* Problem requirements *
Find every line of the records that has "textAlign" and return it.

:: Data section

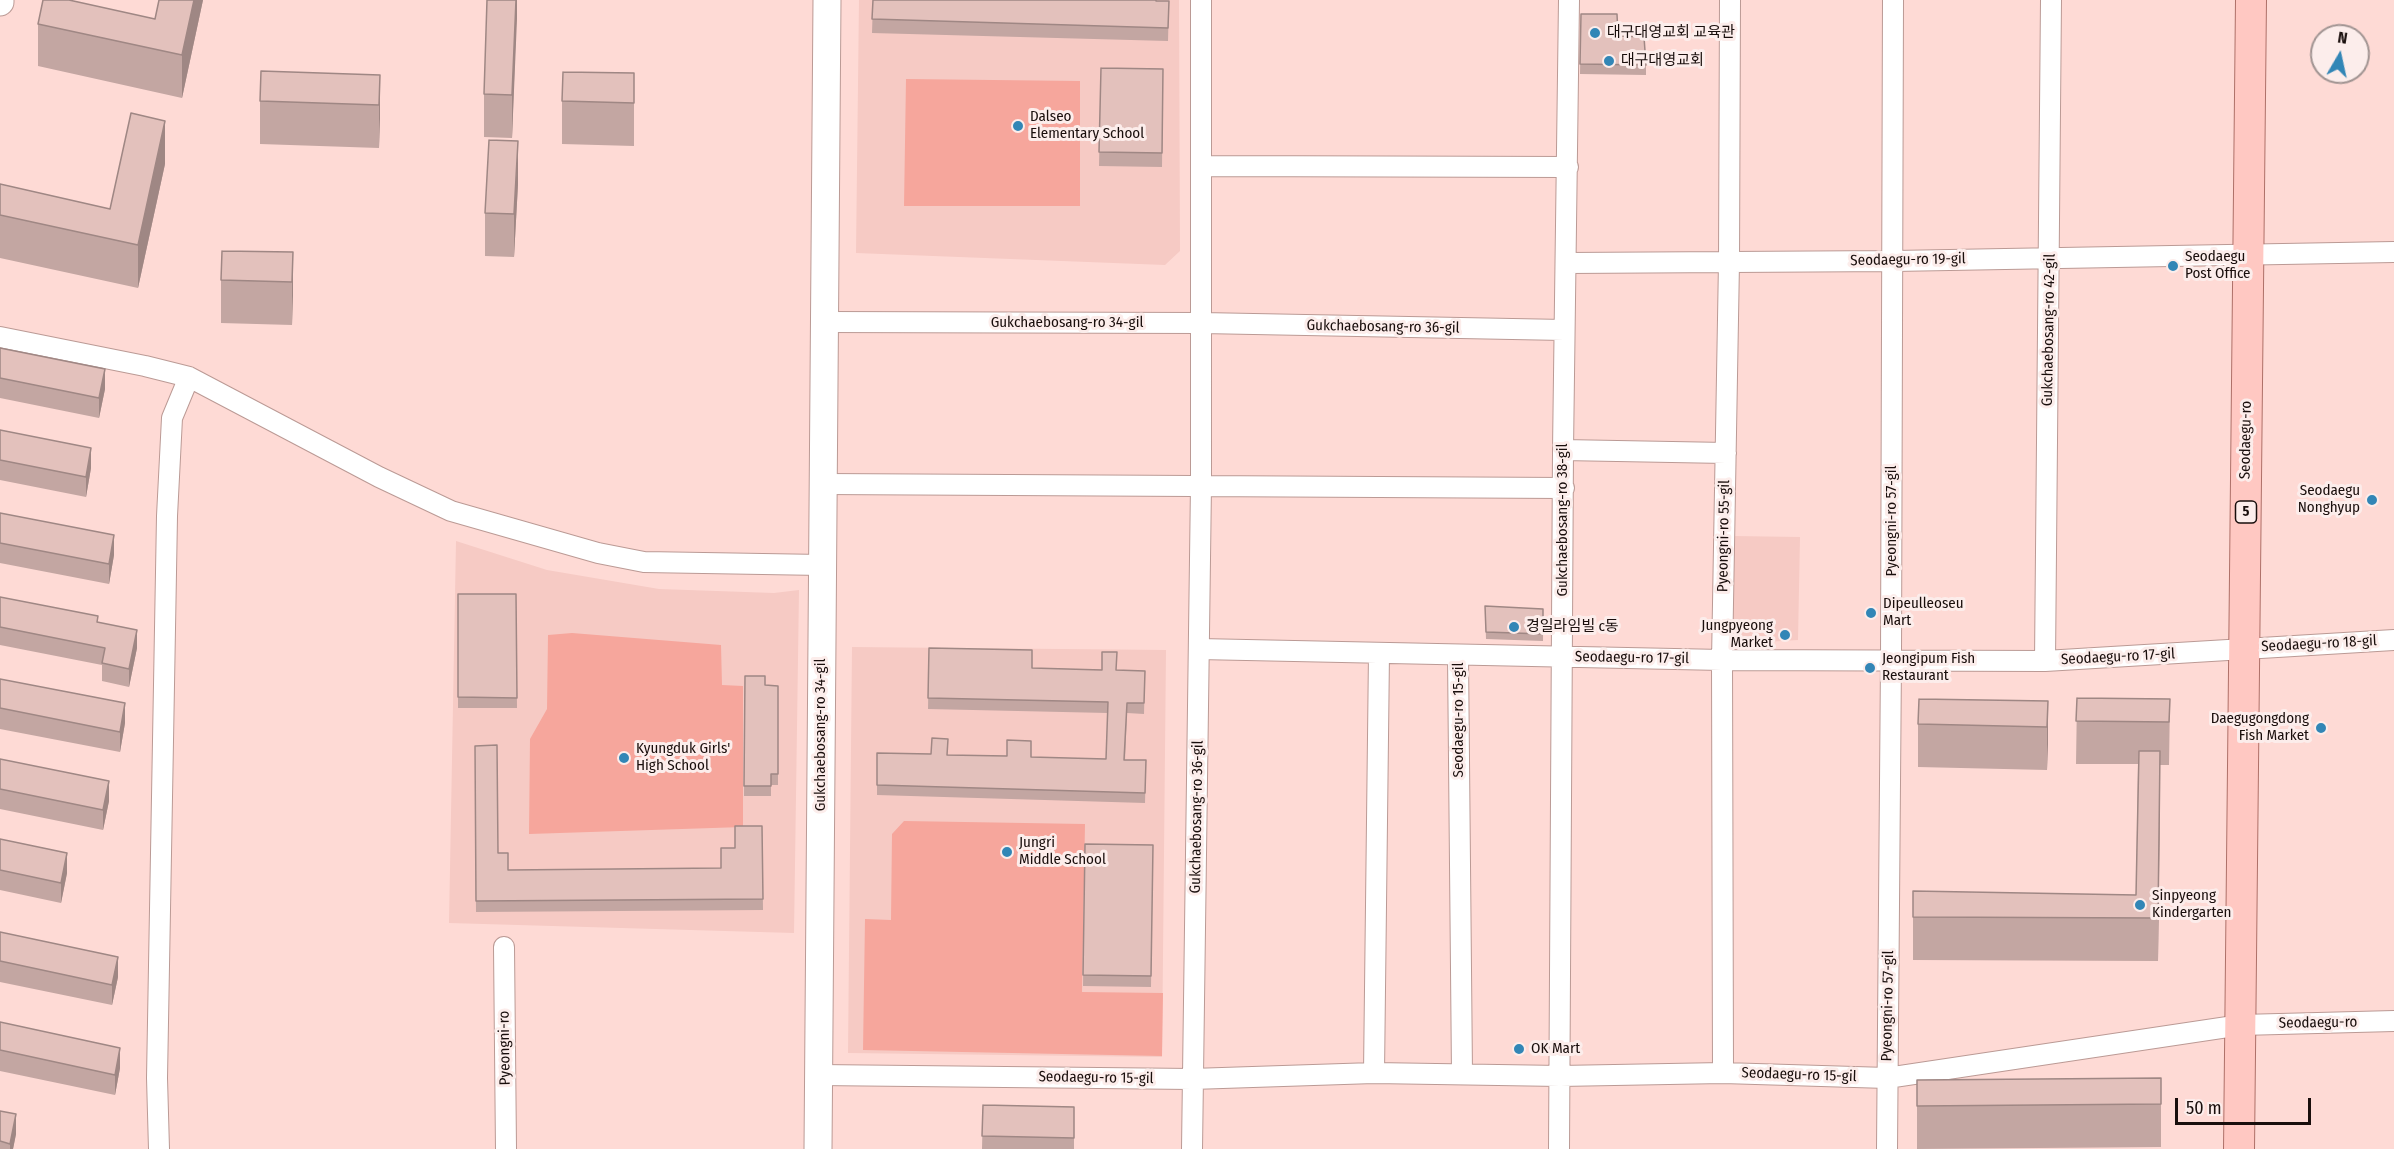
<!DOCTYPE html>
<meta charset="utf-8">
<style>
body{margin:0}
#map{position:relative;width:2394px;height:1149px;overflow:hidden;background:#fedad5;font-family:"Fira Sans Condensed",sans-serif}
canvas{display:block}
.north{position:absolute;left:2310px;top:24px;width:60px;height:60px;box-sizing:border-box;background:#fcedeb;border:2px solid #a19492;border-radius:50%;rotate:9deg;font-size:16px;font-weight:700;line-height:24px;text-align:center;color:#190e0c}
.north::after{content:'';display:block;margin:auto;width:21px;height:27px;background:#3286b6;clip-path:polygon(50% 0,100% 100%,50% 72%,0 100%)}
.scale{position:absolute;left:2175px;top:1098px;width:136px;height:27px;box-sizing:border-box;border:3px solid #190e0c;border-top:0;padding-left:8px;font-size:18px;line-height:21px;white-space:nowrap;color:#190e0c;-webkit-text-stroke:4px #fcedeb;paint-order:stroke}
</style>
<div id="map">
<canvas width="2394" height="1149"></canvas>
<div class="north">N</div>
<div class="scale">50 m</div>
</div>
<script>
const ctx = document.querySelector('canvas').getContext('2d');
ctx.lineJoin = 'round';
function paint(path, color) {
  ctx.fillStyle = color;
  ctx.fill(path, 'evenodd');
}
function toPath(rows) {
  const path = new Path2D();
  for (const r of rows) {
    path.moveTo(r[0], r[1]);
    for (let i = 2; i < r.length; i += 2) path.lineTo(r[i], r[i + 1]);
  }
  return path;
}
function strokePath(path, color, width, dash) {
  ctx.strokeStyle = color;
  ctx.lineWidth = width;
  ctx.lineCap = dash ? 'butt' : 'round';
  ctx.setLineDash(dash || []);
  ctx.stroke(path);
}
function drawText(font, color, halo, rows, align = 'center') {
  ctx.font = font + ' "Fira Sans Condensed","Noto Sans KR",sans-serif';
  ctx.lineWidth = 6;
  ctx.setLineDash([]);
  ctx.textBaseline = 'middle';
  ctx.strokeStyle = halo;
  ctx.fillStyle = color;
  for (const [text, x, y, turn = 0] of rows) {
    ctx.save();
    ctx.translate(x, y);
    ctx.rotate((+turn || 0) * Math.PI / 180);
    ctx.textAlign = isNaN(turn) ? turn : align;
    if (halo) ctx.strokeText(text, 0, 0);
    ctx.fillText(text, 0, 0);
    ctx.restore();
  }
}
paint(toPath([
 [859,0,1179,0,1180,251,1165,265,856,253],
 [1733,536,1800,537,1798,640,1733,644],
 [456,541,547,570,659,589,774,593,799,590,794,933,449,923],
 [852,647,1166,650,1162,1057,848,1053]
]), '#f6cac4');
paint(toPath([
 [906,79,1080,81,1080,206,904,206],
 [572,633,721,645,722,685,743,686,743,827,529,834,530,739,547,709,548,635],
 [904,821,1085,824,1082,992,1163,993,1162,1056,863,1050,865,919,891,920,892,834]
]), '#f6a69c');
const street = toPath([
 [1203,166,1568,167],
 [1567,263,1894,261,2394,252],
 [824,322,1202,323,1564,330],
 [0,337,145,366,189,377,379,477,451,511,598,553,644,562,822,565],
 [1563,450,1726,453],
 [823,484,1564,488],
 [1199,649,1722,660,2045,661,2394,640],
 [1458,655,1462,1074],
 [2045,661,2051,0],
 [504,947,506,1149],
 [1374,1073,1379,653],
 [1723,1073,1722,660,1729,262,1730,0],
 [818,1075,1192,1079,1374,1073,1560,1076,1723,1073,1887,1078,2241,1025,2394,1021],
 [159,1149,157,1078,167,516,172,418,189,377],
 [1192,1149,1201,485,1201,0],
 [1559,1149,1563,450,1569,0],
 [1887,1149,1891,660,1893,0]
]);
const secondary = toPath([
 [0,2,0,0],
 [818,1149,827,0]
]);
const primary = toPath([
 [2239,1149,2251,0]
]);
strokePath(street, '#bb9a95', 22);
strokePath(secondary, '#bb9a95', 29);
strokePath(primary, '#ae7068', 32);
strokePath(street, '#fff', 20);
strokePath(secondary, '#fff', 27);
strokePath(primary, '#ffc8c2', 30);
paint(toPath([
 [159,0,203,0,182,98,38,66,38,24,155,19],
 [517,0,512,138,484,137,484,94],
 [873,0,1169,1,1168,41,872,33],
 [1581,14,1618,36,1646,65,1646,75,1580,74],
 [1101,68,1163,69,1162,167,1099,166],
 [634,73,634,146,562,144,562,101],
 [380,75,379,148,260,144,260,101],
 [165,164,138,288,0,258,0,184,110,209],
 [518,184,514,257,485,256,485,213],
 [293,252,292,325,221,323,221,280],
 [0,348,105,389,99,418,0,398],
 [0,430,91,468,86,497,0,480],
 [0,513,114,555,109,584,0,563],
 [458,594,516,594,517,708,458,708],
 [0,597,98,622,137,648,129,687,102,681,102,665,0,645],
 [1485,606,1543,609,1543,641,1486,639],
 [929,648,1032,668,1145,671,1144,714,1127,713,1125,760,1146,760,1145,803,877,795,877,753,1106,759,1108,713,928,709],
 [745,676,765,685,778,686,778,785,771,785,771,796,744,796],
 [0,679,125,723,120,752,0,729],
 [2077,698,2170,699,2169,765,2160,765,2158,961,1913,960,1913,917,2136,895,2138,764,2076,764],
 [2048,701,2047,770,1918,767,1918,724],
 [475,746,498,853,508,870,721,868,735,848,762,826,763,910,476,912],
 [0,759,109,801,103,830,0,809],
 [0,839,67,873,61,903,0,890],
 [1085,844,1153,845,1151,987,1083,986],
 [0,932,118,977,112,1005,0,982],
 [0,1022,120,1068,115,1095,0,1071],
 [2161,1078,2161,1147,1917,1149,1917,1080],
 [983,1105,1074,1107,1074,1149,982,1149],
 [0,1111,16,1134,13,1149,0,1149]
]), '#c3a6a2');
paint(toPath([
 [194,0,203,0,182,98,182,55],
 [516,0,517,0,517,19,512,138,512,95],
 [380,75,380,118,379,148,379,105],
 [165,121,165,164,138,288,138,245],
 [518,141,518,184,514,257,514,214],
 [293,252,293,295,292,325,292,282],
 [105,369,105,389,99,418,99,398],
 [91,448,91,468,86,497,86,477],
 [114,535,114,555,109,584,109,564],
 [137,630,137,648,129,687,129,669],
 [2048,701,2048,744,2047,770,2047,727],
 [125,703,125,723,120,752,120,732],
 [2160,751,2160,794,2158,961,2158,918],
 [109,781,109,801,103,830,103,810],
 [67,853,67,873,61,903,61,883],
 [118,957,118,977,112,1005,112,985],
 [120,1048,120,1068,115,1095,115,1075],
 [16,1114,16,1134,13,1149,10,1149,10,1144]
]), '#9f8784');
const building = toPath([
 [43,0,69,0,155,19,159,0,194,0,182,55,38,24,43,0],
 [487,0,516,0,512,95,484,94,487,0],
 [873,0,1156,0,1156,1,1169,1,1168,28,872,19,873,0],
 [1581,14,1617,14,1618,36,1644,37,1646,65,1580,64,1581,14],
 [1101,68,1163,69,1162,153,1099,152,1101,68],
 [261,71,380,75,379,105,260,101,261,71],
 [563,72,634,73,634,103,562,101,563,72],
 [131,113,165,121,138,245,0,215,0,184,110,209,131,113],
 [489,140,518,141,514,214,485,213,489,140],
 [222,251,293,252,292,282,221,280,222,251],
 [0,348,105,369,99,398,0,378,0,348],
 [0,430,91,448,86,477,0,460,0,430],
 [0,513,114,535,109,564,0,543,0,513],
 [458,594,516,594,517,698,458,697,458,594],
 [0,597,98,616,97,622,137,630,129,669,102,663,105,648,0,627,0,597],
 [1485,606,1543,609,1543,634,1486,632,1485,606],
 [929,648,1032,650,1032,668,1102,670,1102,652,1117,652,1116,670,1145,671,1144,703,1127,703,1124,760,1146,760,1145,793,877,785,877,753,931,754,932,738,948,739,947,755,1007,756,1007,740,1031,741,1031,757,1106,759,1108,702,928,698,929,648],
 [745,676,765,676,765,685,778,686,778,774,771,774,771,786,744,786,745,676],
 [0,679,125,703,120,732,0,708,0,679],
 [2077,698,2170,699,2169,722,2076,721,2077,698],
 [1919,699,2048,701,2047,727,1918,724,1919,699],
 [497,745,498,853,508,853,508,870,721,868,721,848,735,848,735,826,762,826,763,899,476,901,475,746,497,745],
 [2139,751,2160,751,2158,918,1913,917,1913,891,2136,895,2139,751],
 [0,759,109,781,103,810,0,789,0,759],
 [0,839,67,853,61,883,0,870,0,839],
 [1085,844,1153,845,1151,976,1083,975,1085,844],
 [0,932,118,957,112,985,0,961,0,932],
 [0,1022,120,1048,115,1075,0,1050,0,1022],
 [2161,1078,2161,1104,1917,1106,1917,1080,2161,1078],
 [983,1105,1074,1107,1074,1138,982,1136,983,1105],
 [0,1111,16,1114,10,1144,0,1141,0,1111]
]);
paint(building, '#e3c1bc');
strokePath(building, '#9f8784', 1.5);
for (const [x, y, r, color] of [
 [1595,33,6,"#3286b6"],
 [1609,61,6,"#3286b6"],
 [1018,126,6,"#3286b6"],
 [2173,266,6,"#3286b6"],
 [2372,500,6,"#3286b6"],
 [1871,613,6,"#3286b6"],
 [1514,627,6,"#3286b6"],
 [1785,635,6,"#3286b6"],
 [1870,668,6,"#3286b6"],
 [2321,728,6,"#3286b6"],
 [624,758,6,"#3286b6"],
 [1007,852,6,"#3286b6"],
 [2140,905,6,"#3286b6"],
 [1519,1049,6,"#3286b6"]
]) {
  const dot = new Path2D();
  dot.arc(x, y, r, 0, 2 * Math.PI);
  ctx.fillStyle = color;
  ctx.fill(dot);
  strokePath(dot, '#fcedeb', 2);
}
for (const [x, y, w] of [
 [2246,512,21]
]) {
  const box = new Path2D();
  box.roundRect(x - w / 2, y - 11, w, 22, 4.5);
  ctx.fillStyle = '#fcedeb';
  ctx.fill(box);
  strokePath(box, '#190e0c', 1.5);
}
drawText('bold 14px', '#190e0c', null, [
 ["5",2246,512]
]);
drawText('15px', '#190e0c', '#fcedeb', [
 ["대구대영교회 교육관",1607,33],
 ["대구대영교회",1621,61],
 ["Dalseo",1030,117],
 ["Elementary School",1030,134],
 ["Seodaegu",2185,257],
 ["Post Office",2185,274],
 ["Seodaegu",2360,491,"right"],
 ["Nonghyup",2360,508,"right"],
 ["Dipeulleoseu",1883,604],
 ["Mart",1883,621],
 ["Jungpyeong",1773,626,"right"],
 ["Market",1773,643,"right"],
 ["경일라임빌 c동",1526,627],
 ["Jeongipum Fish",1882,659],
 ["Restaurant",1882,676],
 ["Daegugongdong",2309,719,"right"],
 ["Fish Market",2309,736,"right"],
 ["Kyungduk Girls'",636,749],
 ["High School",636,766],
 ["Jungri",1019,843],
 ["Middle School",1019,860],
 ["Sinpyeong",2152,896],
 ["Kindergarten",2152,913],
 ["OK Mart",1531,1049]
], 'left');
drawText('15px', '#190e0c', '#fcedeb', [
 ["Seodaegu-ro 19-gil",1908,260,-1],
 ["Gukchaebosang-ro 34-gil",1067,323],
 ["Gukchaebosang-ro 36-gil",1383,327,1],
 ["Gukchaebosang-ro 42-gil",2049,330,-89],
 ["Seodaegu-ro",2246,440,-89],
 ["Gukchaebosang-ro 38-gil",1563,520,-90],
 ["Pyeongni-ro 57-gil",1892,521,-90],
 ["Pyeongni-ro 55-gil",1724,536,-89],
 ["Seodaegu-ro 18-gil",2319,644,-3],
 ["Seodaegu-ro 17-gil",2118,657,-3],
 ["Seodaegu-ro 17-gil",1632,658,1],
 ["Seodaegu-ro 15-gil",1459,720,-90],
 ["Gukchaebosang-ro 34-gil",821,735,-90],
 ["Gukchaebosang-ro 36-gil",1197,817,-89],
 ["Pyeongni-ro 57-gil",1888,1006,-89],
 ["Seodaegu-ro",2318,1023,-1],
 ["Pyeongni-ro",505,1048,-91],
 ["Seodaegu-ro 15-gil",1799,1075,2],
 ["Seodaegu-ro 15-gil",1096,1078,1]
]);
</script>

::::
:: Data section

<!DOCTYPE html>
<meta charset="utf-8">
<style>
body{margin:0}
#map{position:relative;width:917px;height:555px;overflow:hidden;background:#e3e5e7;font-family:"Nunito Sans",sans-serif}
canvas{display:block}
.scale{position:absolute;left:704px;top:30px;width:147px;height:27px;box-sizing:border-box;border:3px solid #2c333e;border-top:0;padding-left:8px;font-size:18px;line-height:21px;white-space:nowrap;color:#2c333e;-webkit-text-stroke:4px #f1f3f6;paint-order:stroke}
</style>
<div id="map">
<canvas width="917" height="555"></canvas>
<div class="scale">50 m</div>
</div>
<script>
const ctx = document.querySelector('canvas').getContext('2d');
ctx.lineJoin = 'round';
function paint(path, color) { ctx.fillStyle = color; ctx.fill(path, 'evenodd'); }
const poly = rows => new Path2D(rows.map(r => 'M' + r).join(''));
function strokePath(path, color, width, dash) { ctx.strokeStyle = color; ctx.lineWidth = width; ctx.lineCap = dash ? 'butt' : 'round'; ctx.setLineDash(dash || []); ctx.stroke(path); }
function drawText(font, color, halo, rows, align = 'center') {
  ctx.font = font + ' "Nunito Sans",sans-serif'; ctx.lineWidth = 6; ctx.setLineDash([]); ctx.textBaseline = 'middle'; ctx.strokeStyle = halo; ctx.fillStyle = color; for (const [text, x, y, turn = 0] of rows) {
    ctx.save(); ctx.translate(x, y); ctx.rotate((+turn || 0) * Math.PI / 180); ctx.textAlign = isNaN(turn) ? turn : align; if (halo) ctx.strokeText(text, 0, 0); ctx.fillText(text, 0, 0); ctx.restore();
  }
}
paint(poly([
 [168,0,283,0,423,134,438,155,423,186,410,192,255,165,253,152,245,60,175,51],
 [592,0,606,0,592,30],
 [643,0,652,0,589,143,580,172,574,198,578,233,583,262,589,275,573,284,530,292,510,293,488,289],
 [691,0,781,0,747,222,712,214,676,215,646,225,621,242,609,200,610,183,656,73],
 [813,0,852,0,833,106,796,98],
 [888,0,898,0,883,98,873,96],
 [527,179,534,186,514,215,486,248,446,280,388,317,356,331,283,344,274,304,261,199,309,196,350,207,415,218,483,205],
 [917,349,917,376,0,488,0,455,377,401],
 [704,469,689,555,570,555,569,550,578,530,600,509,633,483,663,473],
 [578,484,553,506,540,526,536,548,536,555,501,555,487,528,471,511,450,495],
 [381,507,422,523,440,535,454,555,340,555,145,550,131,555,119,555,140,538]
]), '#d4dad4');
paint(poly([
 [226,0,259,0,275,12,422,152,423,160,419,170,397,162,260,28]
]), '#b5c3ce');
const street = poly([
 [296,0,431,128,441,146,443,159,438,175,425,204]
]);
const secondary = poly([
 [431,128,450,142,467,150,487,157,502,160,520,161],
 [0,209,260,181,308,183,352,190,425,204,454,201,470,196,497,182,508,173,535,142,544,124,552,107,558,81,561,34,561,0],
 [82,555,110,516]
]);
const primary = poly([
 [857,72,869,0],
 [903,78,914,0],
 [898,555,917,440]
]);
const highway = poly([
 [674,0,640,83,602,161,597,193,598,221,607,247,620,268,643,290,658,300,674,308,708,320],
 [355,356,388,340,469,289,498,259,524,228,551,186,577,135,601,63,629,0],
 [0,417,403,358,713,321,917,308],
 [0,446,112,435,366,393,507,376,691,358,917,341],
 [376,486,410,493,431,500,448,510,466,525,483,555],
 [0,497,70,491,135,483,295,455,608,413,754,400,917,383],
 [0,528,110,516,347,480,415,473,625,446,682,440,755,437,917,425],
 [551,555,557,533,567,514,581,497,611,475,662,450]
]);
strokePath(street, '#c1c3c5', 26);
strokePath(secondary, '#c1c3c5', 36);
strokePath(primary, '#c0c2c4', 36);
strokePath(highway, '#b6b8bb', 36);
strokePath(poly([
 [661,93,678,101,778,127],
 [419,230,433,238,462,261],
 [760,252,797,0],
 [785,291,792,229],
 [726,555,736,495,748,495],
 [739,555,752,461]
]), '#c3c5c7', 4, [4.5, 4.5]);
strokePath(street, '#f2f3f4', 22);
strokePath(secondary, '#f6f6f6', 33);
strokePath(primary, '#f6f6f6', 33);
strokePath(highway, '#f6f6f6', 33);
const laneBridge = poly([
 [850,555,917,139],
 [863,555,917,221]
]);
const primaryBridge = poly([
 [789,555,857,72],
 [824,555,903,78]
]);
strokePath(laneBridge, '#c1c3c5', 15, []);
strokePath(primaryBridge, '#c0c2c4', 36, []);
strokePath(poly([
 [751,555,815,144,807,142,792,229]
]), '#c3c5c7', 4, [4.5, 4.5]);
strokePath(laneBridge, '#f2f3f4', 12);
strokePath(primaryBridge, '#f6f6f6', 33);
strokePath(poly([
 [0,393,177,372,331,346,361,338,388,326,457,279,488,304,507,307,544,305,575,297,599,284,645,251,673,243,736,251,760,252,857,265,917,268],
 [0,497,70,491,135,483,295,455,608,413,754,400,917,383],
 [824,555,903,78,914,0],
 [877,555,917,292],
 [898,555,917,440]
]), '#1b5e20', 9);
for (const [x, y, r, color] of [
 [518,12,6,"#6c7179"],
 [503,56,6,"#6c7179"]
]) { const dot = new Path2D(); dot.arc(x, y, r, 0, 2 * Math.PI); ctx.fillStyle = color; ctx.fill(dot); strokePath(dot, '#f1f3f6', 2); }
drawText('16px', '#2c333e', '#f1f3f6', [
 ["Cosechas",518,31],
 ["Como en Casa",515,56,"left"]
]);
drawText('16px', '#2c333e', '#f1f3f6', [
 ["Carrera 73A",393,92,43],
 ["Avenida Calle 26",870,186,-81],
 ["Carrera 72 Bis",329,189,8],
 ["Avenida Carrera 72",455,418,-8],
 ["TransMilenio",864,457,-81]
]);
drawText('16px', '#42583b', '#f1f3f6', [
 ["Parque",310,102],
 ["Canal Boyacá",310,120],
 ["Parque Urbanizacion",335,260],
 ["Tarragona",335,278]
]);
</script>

::::

* Solution *
    ctx.textAlign = isNaN(turn) ? turn : align;
    ctx.save(); ctx.translate(x, y); ctx.rotate((+turn || 0) * Math.PI / 180); ctx.textAlign = isNaN(turn) ? turn : align; if (halo) ctx.strokeText(text, 0, 0); ctx.fillText(text, 0, 0); ctx.restore();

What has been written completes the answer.